Un amigo de la familia era tercer o cierto dan de iaido, o, en sus palabras, «el arte de desenvainar la espada». Nos contó muy tranquilo durante una tarde que cuando vivía en Buenos Aires un maestro lo había entrenado por muchos años de formas muy exigentes, y que eso le encantaba. Sin embargo, no quiso avanzar más porque eso le exigía aprender japonés y él, joven e inexperto, no quiso.

Su historia es maravillosa, pero le pertenece a él. A mí, sin embargo, me quedó la parte de cómo obtuvo su katana.

Contó que su maestro le dijo que no podía ni comprar ni canjear ni truecar nada para obtener la katana. Esta tenía que ser un regalo desinteresado, pues de otra forma pasaría algo que con mis diez años no entendí. Quizás era importante.

Si yo quería ser samurái, alguien debía regalarme mi espada.

Pasaron los años y empecé karate en un dojo pequeño de Bolsón. La sensei, muy exigente, nos hacía entrenar por más de dos horas tres veces a la semana.

Esta escuela de karate, a partir de cinturón amarillo, nos hacía entrenar en armas como las tonfas, el bō y el bokken. Para entonces la sensei nos trajo las tonfas, hechas a mano, y solucionamos el bō con palos de cortina. El gran problema era el bokken.

Yo ya tenía un shinai, pues hacía kendo a parte, pero no es lo mismo. Necesitaba mi katana de madera.

Un dato de interés es que hice la secundaria en una escuela técnica, agrotécnica, y el mejor carpintero de la región daba la materia de carpintería. Junto con mi novio, que entrenaba también, fuimos a preguntarle cuánto nos cobraría por hacernos un bokken a cada uno y como podría ser. El carpintero, que parecía Papá Noel con su barba y sus ropas de invierno, nos dio varias opciones hasta que cerramos con que sería de madera de paraíso -un árbol del norte del país-, ya que tenía un trozo sin aprovechar. Nos pareció una gran idea.

Pasaron las semanas y fuimos a recibir el bokken a la feria regional, a su puesto de artesanías. Yo conocía a este hombre hace varios años porque su puesto siempre me había llamado la atención. Hacia mini casitas con todos sus elementos. Mesitas, sillitas, ollitas. Todo en madera de todos colores. Cientos de piezas componían un cuarto. Recuerdo mirar con fascinación la pequeña biblioteca llena de libritos en miniatura, con su mesita y un tintero. Unos mini anteojos descansaban al lado de unas hojitas finísimas de madera. Quizás si era Papá Noel.
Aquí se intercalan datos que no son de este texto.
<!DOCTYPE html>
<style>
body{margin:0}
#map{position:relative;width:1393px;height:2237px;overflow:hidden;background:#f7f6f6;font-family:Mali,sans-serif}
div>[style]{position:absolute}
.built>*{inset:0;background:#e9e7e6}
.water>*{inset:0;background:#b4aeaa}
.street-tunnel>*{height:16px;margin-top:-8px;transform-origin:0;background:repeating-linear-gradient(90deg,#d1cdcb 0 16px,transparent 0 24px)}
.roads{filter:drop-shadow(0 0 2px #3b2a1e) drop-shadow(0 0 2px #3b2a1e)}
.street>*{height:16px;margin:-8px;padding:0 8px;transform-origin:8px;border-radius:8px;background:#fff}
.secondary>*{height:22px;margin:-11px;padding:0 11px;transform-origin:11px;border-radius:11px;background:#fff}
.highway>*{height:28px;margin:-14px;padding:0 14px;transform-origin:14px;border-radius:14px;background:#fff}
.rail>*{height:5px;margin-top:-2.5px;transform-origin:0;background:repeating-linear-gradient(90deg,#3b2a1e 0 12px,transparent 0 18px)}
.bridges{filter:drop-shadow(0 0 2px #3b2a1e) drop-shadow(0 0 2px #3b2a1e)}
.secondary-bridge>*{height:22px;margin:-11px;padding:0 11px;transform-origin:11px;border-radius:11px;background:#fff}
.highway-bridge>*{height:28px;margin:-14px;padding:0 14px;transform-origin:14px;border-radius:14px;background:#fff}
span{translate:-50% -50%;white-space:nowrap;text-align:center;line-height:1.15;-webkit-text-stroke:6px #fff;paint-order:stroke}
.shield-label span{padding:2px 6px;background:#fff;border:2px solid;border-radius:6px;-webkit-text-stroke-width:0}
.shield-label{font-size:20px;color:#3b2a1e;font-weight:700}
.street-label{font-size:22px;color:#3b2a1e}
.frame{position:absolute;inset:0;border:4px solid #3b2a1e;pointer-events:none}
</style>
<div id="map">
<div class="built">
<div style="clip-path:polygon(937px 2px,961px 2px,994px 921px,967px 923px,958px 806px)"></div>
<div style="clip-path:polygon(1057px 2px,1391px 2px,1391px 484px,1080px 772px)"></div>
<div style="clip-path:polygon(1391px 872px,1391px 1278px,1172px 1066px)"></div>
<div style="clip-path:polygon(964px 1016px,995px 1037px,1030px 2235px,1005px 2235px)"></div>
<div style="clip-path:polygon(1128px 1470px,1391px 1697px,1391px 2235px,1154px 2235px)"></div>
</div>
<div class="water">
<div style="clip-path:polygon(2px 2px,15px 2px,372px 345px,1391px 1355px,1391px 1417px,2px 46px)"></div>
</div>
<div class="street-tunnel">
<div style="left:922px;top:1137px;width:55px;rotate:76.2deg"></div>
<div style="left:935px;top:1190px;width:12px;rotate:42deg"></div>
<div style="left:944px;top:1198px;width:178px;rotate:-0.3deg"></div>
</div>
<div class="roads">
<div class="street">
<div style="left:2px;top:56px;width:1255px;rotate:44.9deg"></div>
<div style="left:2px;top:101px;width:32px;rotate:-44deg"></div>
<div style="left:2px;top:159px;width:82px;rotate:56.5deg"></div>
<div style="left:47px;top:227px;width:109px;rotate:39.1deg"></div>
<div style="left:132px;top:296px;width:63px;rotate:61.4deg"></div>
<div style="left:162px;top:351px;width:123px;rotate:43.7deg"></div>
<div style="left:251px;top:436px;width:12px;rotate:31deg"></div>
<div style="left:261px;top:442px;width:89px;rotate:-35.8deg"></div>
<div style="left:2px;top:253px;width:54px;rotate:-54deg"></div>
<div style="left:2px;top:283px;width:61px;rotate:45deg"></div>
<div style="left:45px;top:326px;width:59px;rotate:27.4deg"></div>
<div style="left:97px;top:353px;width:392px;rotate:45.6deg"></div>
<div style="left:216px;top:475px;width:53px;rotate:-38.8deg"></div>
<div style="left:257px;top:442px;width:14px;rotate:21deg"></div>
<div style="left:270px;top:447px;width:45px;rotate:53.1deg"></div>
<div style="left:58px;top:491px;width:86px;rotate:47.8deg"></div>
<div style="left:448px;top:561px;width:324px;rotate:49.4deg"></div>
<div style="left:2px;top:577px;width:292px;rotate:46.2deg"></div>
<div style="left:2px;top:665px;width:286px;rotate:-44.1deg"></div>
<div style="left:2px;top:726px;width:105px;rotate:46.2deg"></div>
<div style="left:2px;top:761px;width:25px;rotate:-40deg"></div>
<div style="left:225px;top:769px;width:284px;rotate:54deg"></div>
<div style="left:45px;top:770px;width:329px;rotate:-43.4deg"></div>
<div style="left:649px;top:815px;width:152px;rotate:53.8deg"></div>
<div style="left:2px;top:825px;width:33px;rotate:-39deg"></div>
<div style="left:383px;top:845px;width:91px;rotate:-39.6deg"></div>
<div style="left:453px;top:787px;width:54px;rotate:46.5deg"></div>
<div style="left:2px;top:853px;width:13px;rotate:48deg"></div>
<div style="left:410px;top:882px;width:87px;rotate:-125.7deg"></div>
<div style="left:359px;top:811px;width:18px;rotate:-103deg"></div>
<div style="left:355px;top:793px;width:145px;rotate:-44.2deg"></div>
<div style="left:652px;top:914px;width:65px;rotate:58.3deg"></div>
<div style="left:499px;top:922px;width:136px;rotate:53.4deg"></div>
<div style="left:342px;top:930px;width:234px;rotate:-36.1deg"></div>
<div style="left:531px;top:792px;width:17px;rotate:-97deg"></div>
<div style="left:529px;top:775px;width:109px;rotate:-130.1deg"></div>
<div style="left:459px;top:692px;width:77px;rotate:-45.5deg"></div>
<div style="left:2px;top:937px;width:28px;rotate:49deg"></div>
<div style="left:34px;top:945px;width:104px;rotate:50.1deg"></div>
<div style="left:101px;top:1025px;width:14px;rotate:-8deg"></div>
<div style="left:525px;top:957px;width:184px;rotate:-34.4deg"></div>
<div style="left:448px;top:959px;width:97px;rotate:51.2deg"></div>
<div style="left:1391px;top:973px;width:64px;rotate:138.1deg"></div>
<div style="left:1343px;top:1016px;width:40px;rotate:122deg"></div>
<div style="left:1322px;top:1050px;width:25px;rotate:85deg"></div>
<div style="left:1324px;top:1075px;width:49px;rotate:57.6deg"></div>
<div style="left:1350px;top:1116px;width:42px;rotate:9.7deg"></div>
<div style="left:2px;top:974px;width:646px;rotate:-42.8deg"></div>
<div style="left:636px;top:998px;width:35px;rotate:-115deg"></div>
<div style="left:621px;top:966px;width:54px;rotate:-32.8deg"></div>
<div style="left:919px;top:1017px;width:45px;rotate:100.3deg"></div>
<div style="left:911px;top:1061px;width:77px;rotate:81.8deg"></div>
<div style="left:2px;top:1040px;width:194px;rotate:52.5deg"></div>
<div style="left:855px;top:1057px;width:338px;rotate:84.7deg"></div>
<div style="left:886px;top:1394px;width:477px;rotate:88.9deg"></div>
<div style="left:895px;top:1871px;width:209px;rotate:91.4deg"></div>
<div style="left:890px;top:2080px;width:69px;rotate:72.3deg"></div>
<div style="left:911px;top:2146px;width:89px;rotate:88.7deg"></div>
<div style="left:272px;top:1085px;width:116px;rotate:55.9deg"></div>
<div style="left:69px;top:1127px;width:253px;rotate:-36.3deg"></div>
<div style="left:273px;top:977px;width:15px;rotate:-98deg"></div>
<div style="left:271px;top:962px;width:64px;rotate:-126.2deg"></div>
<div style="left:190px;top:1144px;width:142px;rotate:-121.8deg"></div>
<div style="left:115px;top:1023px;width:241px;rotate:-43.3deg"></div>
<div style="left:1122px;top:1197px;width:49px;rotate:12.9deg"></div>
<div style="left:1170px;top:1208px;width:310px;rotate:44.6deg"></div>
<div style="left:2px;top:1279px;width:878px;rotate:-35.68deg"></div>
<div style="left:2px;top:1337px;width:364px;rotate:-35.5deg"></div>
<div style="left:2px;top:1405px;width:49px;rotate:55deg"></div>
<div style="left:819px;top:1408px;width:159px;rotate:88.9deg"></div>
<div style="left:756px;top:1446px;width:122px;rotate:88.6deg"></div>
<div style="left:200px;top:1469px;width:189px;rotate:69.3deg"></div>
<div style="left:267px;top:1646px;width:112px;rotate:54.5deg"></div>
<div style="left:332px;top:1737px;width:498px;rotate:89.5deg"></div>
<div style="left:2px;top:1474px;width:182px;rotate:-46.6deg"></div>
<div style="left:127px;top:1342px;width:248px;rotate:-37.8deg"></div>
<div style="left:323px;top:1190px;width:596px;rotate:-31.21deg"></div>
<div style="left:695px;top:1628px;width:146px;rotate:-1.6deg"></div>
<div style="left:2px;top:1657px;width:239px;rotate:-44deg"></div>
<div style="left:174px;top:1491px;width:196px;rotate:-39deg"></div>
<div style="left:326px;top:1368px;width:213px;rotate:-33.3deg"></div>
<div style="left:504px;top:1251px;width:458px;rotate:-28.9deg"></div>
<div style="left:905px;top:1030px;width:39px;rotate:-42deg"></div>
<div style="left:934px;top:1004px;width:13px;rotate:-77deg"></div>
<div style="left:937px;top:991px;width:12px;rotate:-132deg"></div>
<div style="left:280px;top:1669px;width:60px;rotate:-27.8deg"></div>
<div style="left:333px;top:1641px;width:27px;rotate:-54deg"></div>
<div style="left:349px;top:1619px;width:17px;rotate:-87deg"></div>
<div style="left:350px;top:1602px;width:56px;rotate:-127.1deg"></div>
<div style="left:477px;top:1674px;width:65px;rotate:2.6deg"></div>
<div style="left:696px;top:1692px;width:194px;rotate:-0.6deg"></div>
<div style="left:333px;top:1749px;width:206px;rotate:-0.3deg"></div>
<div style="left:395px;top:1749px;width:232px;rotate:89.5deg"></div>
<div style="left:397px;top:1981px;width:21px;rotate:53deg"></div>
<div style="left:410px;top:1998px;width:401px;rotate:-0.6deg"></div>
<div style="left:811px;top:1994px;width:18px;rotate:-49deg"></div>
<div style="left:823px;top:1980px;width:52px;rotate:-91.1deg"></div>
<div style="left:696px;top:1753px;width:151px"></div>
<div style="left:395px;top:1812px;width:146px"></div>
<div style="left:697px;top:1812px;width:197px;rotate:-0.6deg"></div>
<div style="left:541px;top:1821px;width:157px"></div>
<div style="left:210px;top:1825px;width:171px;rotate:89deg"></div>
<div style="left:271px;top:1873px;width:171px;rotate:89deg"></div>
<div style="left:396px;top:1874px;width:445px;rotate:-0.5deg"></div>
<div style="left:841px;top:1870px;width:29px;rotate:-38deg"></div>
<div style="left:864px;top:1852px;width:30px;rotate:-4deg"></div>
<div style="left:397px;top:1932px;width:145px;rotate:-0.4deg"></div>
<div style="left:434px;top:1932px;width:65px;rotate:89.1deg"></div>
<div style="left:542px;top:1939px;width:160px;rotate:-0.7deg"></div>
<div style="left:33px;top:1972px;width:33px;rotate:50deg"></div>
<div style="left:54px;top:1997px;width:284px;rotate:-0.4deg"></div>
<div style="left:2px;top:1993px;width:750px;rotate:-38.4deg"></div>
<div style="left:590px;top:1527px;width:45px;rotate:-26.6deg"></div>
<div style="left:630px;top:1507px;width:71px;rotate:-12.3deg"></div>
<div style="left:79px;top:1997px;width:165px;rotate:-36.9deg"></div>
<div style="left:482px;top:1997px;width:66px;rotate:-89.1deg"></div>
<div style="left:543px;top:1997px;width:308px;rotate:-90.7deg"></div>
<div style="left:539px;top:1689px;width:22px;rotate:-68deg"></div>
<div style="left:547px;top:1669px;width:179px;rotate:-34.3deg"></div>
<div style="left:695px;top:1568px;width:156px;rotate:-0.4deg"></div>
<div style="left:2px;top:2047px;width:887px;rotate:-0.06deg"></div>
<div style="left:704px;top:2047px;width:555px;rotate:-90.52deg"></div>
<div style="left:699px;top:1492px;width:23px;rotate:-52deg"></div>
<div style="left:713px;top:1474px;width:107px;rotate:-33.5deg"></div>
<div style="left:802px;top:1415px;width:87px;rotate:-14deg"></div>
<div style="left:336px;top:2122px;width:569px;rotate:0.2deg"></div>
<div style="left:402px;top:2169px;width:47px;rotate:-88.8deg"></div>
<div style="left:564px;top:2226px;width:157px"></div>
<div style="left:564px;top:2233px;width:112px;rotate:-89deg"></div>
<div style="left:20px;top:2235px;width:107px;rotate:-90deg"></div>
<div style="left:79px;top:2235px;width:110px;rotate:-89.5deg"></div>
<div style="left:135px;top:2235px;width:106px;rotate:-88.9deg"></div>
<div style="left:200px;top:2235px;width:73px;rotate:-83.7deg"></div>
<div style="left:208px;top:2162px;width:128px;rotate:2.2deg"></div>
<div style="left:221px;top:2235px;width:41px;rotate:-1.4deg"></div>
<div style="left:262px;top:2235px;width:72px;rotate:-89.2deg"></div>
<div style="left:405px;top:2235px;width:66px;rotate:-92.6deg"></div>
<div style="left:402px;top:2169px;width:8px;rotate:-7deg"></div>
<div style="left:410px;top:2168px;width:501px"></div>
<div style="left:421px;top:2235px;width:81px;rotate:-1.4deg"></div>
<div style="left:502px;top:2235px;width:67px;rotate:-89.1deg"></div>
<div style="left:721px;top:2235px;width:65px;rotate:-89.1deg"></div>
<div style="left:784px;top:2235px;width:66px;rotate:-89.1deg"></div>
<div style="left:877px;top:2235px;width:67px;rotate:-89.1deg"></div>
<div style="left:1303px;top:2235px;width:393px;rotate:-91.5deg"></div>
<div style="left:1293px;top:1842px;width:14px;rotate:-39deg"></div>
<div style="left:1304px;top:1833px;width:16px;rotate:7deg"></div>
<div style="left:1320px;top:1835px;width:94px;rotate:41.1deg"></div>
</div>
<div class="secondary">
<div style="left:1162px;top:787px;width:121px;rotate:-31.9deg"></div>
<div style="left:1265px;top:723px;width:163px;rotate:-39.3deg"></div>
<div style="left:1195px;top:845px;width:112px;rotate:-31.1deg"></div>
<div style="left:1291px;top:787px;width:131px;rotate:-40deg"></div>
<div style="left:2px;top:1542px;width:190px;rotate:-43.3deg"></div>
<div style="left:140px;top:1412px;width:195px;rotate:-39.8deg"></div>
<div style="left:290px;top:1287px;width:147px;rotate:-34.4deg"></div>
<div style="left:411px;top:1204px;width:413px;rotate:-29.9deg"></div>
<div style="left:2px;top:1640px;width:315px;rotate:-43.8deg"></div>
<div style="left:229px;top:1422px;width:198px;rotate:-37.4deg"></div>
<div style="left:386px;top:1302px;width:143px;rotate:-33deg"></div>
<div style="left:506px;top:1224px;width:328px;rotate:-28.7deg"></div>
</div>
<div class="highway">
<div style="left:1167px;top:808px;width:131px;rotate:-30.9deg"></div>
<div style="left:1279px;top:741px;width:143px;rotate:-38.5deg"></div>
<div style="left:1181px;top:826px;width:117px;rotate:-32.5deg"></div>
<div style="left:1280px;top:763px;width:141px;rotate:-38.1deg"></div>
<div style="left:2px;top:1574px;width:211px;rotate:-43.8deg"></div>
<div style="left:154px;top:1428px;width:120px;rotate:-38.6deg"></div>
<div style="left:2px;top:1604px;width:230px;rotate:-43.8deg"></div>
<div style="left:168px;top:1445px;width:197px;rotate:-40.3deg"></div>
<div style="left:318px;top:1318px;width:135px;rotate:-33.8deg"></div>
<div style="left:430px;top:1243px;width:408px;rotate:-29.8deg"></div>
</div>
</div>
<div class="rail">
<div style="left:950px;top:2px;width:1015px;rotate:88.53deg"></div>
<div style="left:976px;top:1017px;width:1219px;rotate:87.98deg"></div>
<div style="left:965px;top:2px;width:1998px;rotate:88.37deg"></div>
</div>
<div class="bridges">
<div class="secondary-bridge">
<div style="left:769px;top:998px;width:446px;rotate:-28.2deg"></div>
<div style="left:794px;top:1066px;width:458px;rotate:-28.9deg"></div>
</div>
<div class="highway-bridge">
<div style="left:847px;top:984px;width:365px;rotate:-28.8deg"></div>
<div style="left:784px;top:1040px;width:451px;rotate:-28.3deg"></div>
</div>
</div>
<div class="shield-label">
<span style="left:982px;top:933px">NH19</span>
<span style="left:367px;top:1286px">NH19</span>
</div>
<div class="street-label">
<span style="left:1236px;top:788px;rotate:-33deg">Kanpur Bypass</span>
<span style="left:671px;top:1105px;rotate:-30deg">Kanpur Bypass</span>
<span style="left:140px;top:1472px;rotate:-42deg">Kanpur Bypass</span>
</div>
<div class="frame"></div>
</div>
El hombre nos explicó que se había entretenido mucho haciendo nuestros bokken y que iban a ser un regalo para que sigamos con nuestro entrenamiento. Que me veía a mí yendo con el karategi a la escuela -vivia a 15 kilómetros del dojo e ir desde la escuela era considerablemente más facil- y que admiraba nuestra constancia y responsabilidad. Me emocioné mucho en ese momento y recibí mi bokken, suave como el agua, en un acto solemne ante la mirada atónita del resto de los hippies de la feria. Alguno aplaudió.

Volví a casa brincando de alegría. Ya tenía mi propia katana -de madera- y, lo más importante, alguien me la había regalado. Era un samurái en serio.

O eso quisiera.

Seguí yendo a entrenar todos los días que podía, y llevaba mi bokken a la escuela para luego ir al dojo. Todos miraban con fascinación esa espada, y yo contaba la historia con orgullo.

Años después, la espada desapareció. No volví a encontrarla nunca. No sé dónde quedó, ni quien la tiene. No sé dónde la dejé. No volvió a mi vida.

El samurái había perdido su espada. El samurái había perdido su regalo.

Soy un samurái que ha perdido su espada. Una vergüenza de samurái.